Boko Haram, a ghost-like jihadist insurgency in northeastern Nigeria, has killed more than 3,500 people over the past few years. Its fighters materialize, strike, then melt back into the population without a trace.
Two weeks ago, a battle between Boko Haram and the Nigerian military laid waste to Baga, a prosperous fishing town on Lake Chad in the far northeast. More than 180 people were killed and some 2,200 homes and businesses were destroyed, mostly as a result of the army's scorched-earth tactics.

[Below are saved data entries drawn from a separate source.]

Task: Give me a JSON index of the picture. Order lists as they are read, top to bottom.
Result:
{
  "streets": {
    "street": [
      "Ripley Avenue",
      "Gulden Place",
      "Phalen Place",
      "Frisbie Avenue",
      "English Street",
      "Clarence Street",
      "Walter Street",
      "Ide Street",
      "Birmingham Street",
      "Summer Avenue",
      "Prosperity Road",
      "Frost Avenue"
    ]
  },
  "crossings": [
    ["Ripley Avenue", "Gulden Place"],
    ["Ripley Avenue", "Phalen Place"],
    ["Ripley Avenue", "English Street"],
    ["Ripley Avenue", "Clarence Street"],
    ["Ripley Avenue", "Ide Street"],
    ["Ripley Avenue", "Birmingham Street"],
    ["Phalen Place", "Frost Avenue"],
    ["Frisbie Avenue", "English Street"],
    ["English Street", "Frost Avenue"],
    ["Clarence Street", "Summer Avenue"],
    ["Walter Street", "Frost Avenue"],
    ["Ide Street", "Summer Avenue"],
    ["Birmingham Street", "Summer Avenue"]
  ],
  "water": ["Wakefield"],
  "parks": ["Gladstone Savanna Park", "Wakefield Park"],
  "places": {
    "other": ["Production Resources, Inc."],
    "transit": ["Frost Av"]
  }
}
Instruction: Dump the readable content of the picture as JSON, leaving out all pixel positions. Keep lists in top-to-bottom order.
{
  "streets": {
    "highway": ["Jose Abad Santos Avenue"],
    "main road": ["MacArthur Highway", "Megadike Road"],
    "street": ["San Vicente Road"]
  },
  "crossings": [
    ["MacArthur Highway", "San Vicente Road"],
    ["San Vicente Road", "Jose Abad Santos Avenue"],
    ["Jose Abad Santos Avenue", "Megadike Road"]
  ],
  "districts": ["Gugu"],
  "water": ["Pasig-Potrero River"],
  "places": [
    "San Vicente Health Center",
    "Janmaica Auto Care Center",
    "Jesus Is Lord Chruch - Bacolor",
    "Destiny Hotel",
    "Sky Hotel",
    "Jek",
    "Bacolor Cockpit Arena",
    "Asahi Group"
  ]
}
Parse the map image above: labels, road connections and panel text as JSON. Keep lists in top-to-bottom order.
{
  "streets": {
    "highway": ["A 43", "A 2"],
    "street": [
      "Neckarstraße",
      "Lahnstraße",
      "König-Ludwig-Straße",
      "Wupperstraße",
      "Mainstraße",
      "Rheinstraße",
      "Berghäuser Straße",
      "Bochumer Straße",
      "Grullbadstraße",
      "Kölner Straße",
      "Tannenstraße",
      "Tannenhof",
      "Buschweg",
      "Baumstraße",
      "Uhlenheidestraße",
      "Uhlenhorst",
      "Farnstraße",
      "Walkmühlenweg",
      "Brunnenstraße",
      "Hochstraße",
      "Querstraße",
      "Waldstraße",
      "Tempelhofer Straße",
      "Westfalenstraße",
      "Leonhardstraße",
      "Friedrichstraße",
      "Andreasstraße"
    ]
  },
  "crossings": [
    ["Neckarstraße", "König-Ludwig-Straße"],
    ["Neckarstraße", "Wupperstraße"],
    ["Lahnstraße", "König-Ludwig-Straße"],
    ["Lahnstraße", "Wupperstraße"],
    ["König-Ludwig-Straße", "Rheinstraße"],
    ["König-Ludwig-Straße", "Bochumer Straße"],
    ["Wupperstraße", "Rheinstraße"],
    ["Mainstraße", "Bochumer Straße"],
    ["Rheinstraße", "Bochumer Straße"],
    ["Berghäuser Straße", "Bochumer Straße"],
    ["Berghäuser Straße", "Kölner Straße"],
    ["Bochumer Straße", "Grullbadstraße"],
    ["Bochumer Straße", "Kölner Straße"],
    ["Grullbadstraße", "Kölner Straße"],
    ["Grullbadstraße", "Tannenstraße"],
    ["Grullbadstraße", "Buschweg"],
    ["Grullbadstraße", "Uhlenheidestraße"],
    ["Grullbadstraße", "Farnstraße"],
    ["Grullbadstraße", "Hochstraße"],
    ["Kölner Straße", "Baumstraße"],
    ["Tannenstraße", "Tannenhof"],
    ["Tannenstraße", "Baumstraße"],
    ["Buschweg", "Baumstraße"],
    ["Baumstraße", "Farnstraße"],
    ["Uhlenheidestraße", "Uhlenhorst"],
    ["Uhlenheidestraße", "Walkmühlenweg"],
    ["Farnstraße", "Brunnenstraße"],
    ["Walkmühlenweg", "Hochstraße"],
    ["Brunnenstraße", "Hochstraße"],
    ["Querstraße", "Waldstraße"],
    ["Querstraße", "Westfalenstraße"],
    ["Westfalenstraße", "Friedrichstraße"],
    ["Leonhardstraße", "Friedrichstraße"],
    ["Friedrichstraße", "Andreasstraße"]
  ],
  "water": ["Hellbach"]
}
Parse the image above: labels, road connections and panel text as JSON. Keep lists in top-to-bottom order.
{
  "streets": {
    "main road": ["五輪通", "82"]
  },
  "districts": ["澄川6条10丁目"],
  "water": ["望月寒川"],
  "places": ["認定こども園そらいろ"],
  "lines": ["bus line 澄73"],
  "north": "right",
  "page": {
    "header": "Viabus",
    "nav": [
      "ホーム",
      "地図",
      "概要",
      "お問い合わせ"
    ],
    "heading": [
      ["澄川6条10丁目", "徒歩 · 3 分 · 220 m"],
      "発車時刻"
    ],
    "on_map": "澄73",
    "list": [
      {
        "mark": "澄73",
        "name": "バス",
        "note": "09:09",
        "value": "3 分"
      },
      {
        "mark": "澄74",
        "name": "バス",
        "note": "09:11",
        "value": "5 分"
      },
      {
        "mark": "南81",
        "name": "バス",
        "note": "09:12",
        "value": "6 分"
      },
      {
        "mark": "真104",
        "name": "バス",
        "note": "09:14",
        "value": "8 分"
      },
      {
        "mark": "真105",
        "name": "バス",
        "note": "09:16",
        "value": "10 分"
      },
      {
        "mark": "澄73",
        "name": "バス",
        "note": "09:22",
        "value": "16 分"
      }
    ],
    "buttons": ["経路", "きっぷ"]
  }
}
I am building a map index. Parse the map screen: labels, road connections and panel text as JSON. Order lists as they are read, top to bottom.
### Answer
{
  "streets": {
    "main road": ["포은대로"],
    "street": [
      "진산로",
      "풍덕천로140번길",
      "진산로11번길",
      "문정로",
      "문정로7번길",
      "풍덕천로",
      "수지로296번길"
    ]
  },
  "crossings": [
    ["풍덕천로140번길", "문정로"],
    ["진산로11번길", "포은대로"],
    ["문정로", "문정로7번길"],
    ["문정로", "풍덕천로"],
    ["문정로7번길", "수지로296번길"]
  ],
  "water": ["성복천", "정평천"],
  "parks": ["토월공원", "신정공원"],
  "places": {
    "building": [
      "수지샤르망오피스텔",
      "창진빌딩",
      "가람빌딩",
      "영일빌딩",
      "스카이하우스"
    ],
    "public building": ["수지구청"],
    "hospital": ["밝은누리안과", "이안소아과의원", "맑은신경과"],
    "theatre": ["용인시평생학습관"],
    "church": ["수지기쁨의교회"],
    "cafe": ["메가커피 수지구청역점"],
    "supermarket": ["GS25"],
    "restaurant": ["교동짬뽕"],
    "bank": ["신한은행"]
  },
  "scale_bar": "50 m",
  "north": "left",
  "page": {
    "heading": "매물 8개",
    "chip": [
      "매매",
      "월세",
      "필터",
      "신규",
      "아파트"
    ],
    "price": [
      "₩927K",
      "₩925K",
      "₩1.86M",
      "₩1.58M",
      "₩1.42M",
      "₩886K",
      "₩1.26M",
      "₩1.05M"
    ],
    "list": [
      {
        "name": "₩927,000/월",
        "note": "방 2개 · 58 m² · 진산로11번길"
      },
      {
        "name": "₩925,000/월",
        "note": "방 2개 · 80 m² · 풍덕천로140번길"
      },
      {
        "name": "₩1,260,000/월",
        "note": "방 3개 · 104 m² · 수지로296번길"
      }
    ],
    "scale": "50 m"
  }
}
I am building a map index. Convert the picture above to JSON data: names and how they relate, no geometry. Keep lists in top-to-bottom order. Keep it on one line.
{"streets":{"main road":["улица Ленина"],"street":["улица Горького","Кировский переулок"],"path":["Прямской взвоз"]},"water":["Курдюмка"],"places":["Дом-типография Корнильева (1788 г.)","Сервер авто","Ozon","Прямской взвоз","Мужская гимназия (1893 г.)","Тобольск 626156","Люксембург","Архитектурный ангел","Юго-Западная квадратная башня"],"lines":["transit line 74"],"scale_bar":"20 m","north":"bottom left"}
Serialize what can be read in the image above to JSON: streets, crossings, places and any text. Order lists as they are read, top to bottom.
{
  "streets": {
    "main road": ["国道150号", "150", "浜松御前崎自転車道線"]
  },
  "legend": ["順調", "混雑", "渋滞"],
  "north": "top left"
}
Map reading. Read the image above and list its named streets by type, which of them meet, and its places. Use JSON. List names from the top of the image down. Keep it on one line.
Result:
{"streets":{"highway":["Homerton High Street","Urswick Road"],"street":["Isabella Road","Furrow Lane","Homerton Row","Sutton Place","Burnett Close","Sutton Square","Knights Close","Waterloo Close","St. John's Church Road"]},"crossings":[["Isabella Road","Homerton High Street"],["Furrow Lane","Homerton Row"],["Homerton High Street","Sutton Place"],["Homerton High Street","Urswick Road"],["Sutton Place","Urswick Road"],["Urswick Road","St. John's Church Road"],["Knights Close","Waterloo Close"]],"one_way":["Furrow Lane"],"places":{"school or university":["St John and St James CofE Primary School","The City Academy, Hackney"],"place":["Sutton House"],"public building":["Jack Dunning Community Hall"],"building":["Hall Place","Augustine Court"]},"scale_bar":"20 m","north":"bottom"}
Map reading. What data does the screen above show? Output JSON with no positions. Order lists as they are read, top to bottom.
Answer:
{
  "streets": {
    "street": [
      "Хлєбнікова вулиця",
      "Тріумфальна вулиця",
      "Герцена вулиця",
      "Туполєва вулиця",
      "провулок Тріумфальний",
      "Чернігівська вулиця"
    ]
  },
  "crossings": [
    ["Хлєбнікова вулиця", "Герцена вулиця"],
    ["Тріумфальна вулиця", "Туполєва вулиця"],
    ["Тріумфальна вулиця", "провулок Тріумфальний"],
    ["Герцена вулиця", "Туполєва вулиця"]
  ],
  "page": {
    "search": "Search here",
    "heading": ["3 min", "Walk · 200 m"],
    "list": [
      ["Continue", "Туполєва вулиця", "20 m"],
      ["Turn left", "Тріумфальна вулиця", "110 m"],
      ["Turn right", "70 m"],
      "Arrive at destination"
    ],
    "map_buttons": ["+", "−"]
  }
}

It is tragic metaphor for the problems that besiege Africa's most populous country, where poverty, corruption, inept leadership, tribal animosities and a rising tide of jihadism reinforce one another and threaten to break apart the nation. This destructive cycle in Nigeria also fuels a growing regional jihadist movement that sends weapons and warriors across porous borders. The West considers it dangerous enough to warrant military intervention in Mali and the establishment of a U.S. Africa Command.
Nigeria is oil and resource rich, yet it wallows in poverty and violence. In 2009, the U.S. Agency for International Development released a damning report that said 138.6 million Nigerians, more than 90 percent of the country's population, live on less than $2 per day. Well over 70 percent live in absolute poverty. Worst off are those who live in the northern fringes, where Boko Haram is gaining ground and imposing sharia law in the territory it controls.
Nigeria pumps over 2 million barrels of oil per day -- more than Venezuela -- but corruption spreads the wealth among a privileged elite while millions go hungry. Little of the money finds its way into productive investment, education, housing or infrastructure, such as roads or electrical service.
What investment there is goes largely to the south, where most of the Christians live and where people are more educated and prosperous. The north is predominantly Muslim, poorer and made up of different tribes and language groups than the South. So north-south tension, and sometimes violence, has become a fact of life in Nigeria.
President Goodluck Jonathan, a Christian from the oil-rich Niger Delta in the south, wobbles when it comes to tackling the Boko Haram insurgency in the North. The military strikes savagely as it did in Baga, but ineffectually. Mr. Jonathan has said he never would offer amnesty to Boko Haram fighters but recently appointed a high-powered committee to explore amnesty -- which has been roundly rejected in any case by the leader of Boko Haram.
The politics of the situation is so tangled that some analysts believe Mr. Jonathan's handlers have convinced him that Boko Haram was created by northern political elites to steal power from him and extract wealth from the south.
But the Boko Haram uprising predates the Jonathan administration. And two years before, the previous president, Umaru Yar'adua, a Muslim from the North, ordered a major military crackdown on Islamist fighters that claimed the lives of more than 1,000 insurgents, civilians and security forces.
Yar'adua also had granted amnesty to the militants in the southern Niger Delta who had been destroying oil installations and kidnapping oil workers. This, along with distributing oil wealth more broadly, brought relative peace to the region.
In the north, many people similarly advocated amnesty for Boko Haram, believing that the military's pattern of tit-for-tat violence would never work. But with Boko Haram's rejection of amnesty and the government's wavering policies, hardly anyone thinks the situation is going to get better anytime soon.
Dozens of people are killed in the North every day. An incident like the Boston Marathon bombing, killing three and injuring more than 180, would merit page 10 coverage in the national newspapers. Meanwhile, Boko Haram keeps claiming more territory, chasing away government officials and burning symbols of authority like council secretariats, schools and places of worship. Boko Haram propagandists can even hold public lectures.
It is not as if the Nigerian military is outmatched. It claims a huge chunk of the national budget -- more than one-fifth. And it got a substantial increase this year, with no appreciable effect on the security situation.
Nigeria could be a great country. It has a lot of oil and rich soil. What it needs most is top-to-bottom political reform to curtail corruption, to encourage efficient management and to marshal the resources of its land and people into productive pursuits.
The West has a lot at stake in Nigeria, too, but it can help only at the margins -- with investment, aid and advice. It is we Nigerians who must demand better.
Hamza Idris is northeastern Nigeria bureau chief for Media Trust Limited, which publishes a number of newspapers and Kilamanjaro, a pan-African magazine. He is visiting the Post-Gazette on a fellowship from the International Center for Journalists.